What is prophage gene?

What is prophage gene?

A prophage is a bacteriophage (often shortened to “phage”) genome inserted and integrated into the circular bacterial DNA chromosome or exists as an extrachromosomal plasmid. This is a latent form of a phage, in which the viral genes are present in the bacterium without causing disruption of the bacterial cell.

Do phages have genes?

Bacteriophages are composed of proteins that encapsulate a DNA or RNA genome, and may have structures that are either simple or elaborate. Their genomes may encode as few as four genes (e.g.
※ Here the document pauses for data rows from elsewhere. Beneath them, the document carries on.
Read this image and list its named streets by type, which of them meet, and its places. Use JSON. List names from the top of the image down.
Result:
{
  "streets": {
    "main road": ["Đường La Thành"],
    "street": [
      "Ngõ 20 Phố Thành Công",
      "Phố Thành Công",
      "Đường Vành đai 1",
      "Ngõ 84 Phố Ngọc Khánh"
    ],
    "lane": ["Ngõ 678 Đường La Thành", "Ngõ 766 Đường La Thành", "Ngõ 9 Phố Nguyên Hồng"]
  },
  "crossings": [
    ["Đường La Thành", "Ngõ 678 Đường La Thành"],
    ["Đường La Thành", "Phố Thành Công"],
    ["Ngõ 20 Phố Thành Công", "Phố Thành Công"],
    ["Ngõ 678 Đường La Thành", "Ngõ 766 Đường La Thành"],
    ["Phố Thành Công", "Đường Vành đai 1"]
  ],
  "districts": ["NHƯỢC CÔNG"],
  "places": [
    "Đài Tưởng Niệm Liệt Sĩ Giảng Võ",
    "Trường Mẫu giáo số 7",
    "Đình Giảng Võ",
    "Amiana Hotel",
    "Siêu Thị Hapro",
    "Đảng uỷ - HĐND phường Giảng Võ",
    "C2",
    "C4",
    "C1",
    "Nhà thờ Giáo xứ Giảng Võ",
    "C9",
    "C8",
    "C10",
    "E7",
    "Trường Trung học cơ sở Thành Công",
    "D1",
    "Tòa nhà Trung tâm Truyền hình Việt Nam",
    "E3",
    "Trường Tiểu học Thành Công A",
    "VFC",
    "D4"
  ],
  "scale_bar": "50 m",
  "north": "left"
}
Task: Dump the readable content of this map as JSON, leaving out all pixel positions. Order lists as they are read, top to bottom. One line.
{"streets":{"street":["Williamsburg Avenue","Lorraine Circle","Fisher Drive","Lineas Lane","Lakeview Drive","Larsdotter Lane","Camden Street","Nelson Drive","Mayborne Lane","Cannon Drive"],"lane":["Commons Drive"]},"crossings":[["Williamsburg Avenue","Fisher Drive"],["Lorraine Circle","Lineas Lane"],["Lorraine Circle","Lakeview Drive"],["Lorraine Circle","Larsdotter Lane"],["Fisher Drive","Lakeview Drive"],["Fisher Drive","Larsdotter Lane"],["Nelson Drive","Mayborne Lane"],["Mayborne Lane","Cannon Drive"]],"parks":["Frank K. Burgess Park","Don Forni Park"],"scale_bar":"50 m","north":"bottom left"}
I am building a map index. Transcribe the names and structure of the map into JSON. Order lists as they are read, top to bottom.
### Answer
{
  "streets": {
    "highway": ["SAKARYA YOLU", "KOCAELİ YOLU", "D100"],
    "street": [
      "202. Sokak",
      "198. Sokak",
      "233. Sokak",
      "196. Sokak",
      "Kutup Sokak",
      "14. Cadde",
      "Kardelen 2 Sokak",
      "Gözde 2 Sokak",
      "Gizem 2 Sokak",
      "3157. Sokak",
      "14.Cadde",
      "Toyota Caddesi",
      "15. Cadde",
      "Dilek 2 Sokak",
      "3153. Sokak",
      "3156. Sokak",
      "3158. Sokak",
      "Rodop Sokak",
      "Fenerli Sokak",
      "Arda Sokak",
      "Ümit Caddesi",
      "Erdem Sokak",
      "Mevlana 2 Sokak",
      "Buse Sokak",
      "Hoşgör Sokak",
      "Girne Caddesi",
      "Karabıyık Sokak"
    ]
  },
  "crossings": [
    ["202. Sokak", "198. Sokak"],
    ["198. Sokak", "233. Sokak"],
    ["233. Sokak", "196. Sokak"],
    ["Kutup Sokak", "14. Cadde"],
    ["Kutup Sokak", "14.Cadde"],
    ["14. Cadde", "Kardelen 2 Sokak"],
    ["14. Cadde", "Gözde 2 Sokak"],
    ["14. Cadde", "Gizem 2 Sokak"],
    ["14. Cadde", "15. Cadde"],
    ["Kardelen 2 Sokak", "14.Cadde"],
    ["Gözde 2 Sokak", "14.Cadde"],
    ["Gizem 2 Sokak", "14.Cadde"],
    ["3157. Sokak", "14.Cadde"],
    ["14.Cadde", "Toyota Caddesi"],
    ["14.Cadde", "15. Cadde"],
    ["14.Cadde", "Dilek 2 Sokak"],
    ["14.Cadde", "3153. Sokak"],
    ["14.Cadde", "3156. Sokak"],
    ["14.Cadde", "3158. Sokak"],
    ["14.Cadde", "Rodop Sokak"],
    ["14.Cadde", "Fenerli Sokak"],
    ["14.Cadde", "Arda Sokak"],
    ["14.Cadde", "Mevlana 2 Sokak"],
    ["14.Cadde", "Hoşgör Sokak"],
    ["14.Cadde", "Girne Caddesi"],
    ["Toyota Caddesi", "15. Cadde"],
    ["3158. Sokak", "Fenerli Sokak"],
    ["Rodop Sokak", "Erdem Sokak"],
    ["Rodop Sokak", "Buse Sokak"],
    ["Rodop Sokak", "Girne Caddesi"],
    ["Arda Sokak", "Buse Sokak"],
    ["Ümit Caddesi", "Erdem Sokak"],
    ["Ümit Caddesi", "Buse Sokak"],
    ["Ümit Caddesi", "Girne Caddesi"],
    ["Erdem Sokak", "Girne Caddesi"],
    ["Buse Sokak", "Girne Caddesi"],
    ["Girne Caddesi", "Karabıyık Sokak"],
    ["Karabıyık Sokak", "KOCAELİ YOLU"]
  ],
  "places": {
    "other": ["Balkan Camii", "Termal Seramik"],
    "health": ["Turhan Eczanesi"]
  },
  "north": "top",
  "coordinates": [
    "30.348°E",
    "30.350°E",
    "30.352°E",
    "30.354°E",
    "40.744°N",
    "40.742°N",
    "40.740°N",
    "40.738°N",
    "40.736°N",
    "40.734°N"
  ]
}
MS2) and as many as hundreds of genes.

What is the difference between bacteriophage and prophage?

As nouns the difference between bacteriophage and prophage is that bacteriophage is (microbiology|virology) a virus that specifically infects bacteria while prophage is (biology) the latent form of a bacteriophage in which the viral genome is inserted into the host chromosome.

What is prophage and Lysogeny?

Prophages are replicated together with the bacterial host chromosome during host cell replication and switch into lytic production upon exposure to DNA damage (not shown). Pseudolysogeny occurs most frequently under nutrient-deprived conditions, when bacterial cells cannot support DNA replication or protein synthesis.

How do you induce prophage?

The traditional and most common approach to studying prophages or temperate phages is to induce lysogenic bacteria with mitomycin C treatment or UV exposure (2, 18, 34). In most cases, bacteria isolated from environmental sources are induced without prior knowledge of the presence or absence of a prophage(s).

What process replicates a prophage?

A bacterial host with a prophage is called a lysogen. The process in which a bacterium is infected by a temperate phage is called lysogeny. As the bacterium replicates its chromosome, it also replicates the phage’s DNA and passes it on to new daughter cells during reproduction.

What is the smallest phage genome?

In this study, we describe a novel Rhodococcus phage lytic for RRH1. This phage has the smallest known genome of any Siphoviridae phage (14.2 kb), with only 20 putative genes.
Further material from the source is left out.